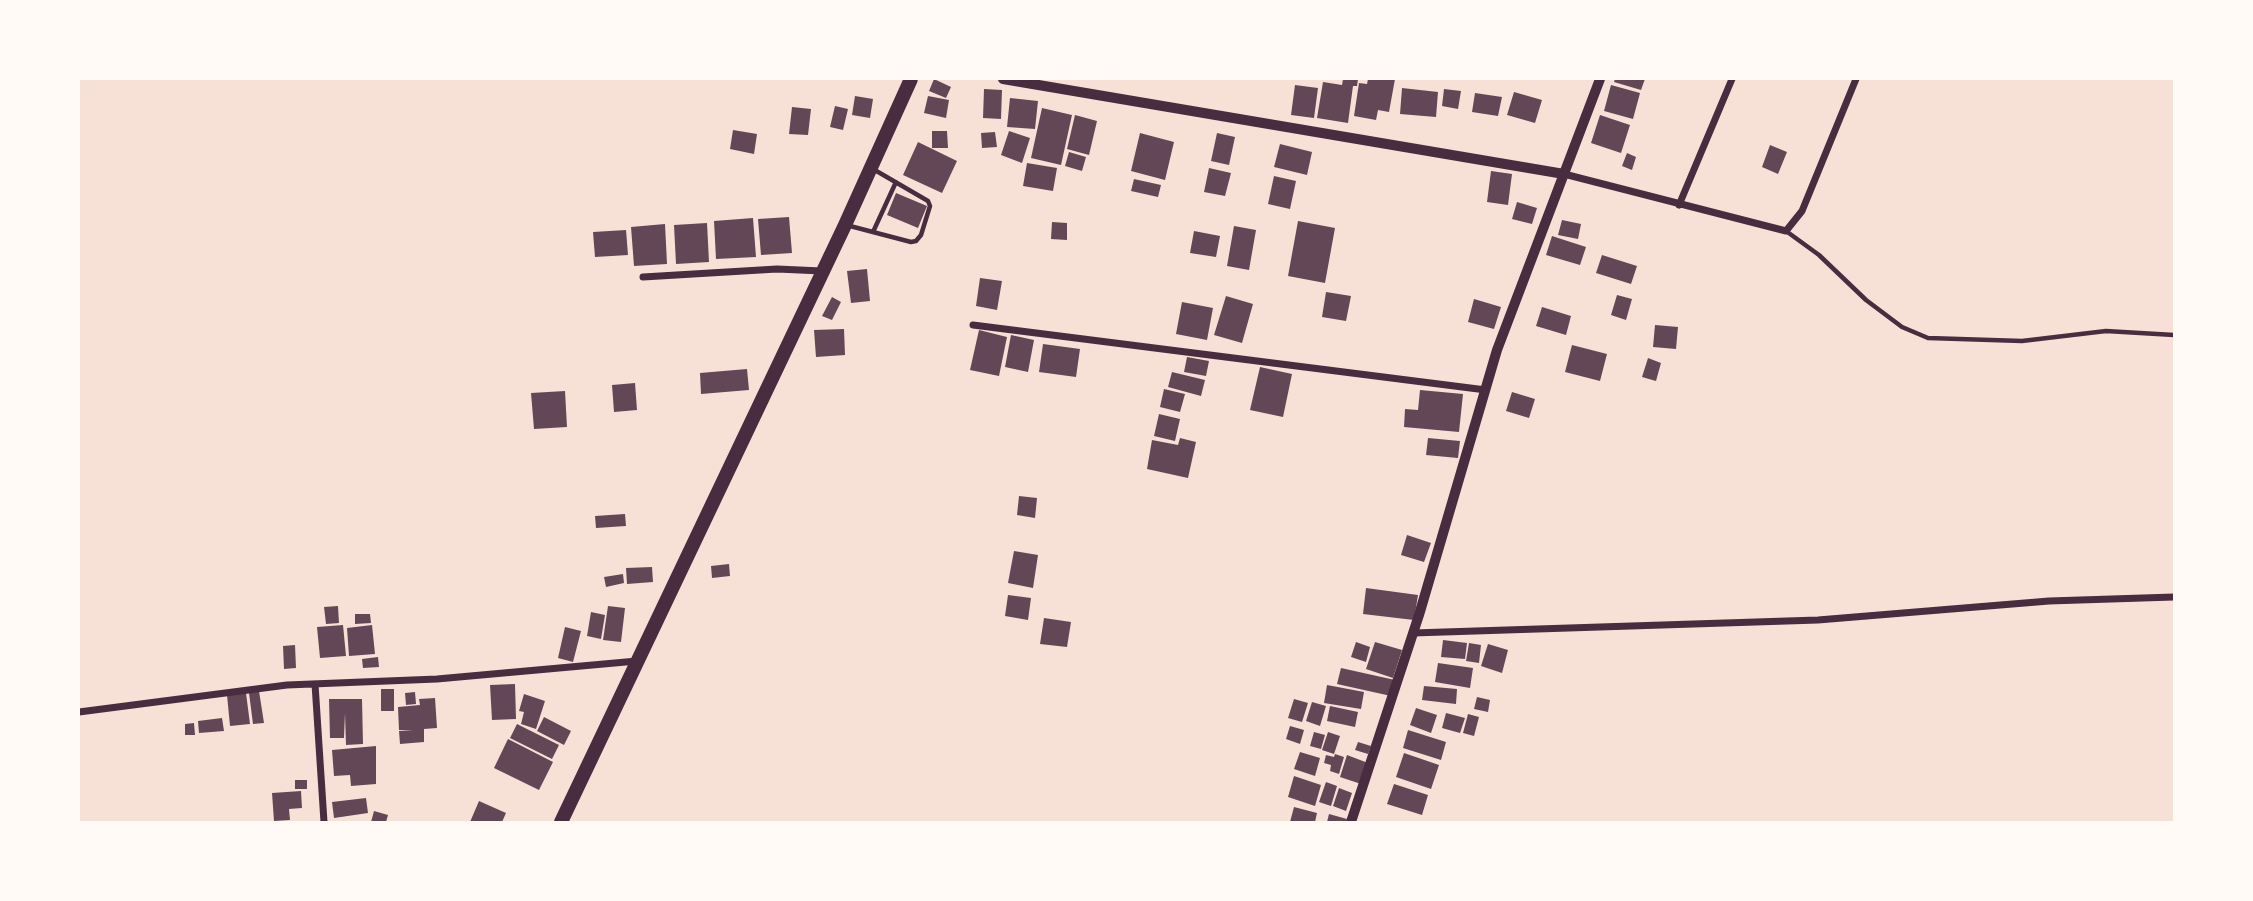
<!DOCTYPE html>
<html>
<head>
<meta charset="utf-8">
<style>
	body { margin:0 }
	#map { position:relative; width:2253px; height:901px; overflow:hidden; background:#f7e1d7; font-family:Literata,serif }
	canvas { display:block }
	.frame { position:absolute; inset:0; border:80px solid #fffaf5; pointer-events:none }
</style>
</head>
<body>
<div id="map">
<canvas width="2253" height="901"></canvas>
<div class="frame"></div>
</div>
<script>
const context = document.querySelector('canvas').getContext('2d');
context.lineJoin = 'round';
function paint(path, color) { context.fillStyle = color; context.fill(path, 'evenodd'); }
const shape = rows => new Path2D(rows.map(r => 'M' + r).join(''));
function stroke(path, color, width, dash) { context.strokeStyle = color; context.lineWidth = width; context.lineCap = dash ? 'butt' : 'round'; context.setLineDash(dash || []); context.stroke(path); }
paint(shape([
	[934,79,951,87,946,98,929,91],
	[1343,79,1358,79,1357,86,1353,86,1348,123,1317,118,1323,82,1342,85],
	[1368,79,1395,79,1389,112,1378,110,1376,120,1354,116,1359,83,1367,84],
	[1615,79,1645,79,1641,90,1614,82],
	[1295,85,1318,88,1314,118,1291,115],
	[1611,85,1640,93,1633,119,1604,111],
	[1402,88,1438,92,1436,117,1400,114],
	[984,89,1002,90,1001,119,983,118],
	[1444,89,1461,91,1458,109,1442,106],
	[1514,92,1542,100,1535,123,1507,115],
	[1475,93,1502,97,1498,116,1472,112],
	[855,96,873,99,870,118,852,115],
	[928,96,949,100,946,118,924,113],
	[1010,98,1038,101,1035,129,1007,127],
	[835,106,848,109,843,130,830,127],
	[792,107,811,109,808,135,789,134],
	[1042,108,1072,115,1061,165,1031,158],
	[1075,115,1097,121,1089,155,1067,149],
	[1600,115,1630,125,1621,153,1591,143],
	[733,130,757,134,754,154,730,149],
	[932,131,947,131,948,148,932,148],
	[1009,131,1030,138,1022,163,1001,155],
	[995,132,997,147,982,148,981,133],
	[1140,133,1174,142,1165,180,1131,171],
	[1217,133,1235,137,1229,165,1211,161],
	[918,142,957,161,942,193,903,175],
	[1280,144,1312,152,1307,175,1274,167],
	[1770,145,1787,152,1778,174,1762,167],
	[1069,152,1086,157,1082,171,1065,166],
	[1627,153,1636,157,1632,170,1622,166],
	[1027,163,1057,168,1053,191,1023,186],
	[1209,168,1231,173,1225,196,1204,192],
	[1491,171,1512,174,1508,205,1487,202],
	[1274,176,1296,181,1290,209,1268,204],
	[1134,179,1161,185,1158,197,1131,191],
	[896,193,927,206,918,228,887,215],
	[1517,202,1537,208,1532,224,1512,219],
	[789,217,792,253,761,255,758,219],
	[753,218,756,257,716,259,714,221],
	[1562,220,1581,224,1578,239,1558,235],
	[1298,221,1335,228,1325,283,1288,276],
	[1052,222,1067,223,1067,240,1051,239],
	[707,223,709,262,676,264,674,225],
	[665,224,667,264,634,266,631,227],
	[1234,226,1256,230,1249,270,1227,266],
	[626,230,628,255,595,257,593,232],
	[1194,231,1220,236,1216,257,1190,253],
	[1552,236,1586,247,1580,265,1546,255],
	[1602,255,1637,266,1631,284,1596,273],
	[867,269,870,301,851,303,847,271],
	[980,278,1002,281,997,310,976,306],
	[1326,292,1351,296,1346,321,1322,317],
	[1617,295,1632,299,1626,320,1611,315],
	[1226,296,1253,304,1242,343,1214,335],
	[832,297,841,302,832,320,822,316],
	[1474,299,1501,307,1494,329,1468,322],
	[1182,302,1213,308,1207,340,1176,334],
	[1542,307,1571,316,1566,335,1536,326],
	[1655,325,1678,327,1676,349,1653,347],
	[844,329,845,355,816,357,814,330],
	[979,330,1007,337,999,376,970,370],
	[1011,335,1034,340,1028,372,1005,367],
	[1043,344,1080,349,1076,377,1039,372],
	[1572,345,1607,354,1600,381,1565,372],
	[1187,357,1209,361,1206,376,1184,372],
	[1648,358,1661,363,1656,381,1642,377],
	[1260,367,1292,374,1283,417,1250,410],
	[747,369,749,390,701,394,700,373],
	[1172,372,1205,380,1201,396,1168,387],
	[635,383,637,410,614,412,612,385],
	[1164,389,1185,394,1180,412,1160,407],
	[1420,390,1463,394,1459,432,1404,427,1405,409,1418,410],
	[565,391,567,427,534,429,531,393],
	[1512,392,1535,399,1529,418,1506,411],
	[1159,414,1180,419,1175,441,1154,436],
	[1180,438,1196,442,1188,478,1147,469,1152,440,1178,445],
	[1428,438,1460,441,1458,458,1426,455],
	[1019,496,1037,498,1035,518,1017,515],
	[625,514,626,526,596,528,595,516],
	[1407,535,1431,543,1424,562,1401,555],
	[1014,551,1038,555,1033,588,1008,583],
	[729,564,730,576,712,578,711,566],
	[652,567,653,582,627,584,626,568],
	[623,574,624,583,606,587,604,577],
	[1366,588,1418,595,1414,620,1363,614],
	[1008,595,1031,598,1028,620,1005,616],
	[338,606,339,623,326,624,324,607],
	[608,606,625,608,621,642,603,640],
	[591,612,605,615,601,639,587,636],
	[355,614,370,614,371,623,355,624],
	[1044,618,1071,622,1067,647,1040,644],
	[343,625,346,656,320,658,317,627],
	[372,625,375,654,349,656,347,628],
	[565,627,581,631,573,662,558,658],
	[1443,640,1467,643,1465,659,1441,657],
	[1356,642,1370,647,1366,662,1351,657],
	[1375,642,1402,650,1393,678,1366,669],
	[1469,643,1481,645,1479,663,1466,661],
	[1488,644,1508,650,1502,673,1481,666],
	[295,645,296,668,284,669,283,646],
	[378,657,379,667,363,668,362,659],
	[1438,663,1473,668,1470,688,1435,682],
	[1341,668,1395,680,1391,696,1337,684],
	[515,684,516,719,492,720,490,685],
	[1327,685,1364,692,1361,709,1324,703],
	[1424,686,1457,689,1456,704,1422,700],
	[381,689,394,689,394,711,381,711],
	[259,691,264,723,253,724,249,693],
	[415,692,416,704,406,705,405,693],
	[246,693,250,724,230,726,227,695],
	[524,694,545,701,536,729,521,724,524,712,519,711],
	[1477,697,1490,700,1488,712,1474,709],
	[435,698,437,728,424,729,424,742,400,744,399,731,413,730,399,730,398,707,420,705,419,699],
	[329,699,362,699,363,744,346,745,345,713,344,738,330,738],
	[1294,699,1308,703,1302,722,1288,718],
	[1312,702,1326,706,1320,726,1306,721],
	[1330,706,1358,712,1355,727,1327,721],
	[1416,708,1437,715,1431,733,1410,725],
	[1446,713,1465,718,1460,733,1442,728],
	[1468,714,1479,717,1474,736,1463,733],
	[544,717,571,731,564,745,537,731],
	[222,718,224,731,199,733,198,721],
	[194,723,195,735,185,735,185,724],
	[517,724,559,745,552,759,510,738],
	[1290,726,1304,730,1300,744,1286,739],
	[1408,730,1446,742,1441,760,1403,748],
	[1314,732,1325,735,1321,749,1310,746],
	[1328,732,1340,736,1334,754,1322,750],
	[508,739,553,762,539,790,494,768],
	[1358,742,1371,746,1368,754,1355,750],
	[376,746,376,784,351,786,350,775,334,776,332,750],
	[1300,752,1320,758,1315,776,1294,769],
	[1404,753,1439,765,1431,789,1396,777],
	[1335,754,1344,757,1339,774,1330,771,1331,765,1324,763,1326,755,1334,757],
	[1347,755,1368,763,1361,784,1340,777],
	[1294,776,1321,785,1315,806,1288,797],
	[295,780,307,780,307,789,295,789],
	[1326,782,1337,786,1331,806,1319,802],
	[1394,784,1428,795,1422,815,1387,804],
	[1339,788,1352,793,1346,811,1333,806],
	[301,791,302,808,289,809,290,820,274,821,272,793],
	[366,798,368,813,334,818,332,802],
	[479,801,506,813,502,822,470,822],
	[1294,807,1317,813,1315,822,1290,822],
	[374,811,388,815,386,822,371,822],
	[1329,814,1347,819,1346,822,1327,822]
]), '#644757');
stroke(shape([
	[850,226,911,242,916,241,921,235,930,206,928,201,873,169],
	[1786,231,1819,255,1866,300,1902,327,1928,338,2022,341,2106,331,2174,335],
	[873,232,896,182]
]), '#4a2c40', 4.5);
stroke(shape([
	[1564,174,1786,231,1802,211,1856,79],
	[1679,205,1732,79],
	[643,277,777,269,822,271],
	[973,325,1486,390],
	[1413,633,1818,620,2049,601,2174,597],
	[315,684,324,822],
	[79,712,287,685,437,679,637,661]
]), '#4a2c40', 7);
stroke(shape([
	[1003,79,1564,174],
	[1351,822,1419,615,1497,350,1600,79]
]), '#4a2c40', 10);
stroke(shape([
	[561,822,845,225,911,79]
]), '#4a2c40', 14);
</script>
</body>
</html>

-----

(DESCRIPTION OF THE TASK): Transcribe, word for word, only the material from its opening line through the line containing "const shape = rows", both ends included, and omit the pictures.

(SOLUTION TO THIS PROBLEM):
<!DOCTYPE html>
<html>
<head>
<meta charset="utf-8">
<style>
	body { margin:0 }
	#map { position:relative; width:2253px; height:901px; overflow:hidden; background:#f7e1d7; font-family:Literata,serif }
	canvas { display:block }
	.frame { position:absolute; inset:0; border:80px solid #fffaf5; pointer-events:none }
</style>
</head>
<body>
<div id="map">
<canvas width="2253" height="901"></canvas>
<div class="frame"></div>
</div>
<script>
const context = document.querySelector('canvas').getContext('2d');
context.lineJoin = 'round';
function paint(path, color) { context.fillStyle = color; context.fill(path, 'evenodd'); }
const shape = rows => new Path2D(rows.map(r => 'M' + r).join(''));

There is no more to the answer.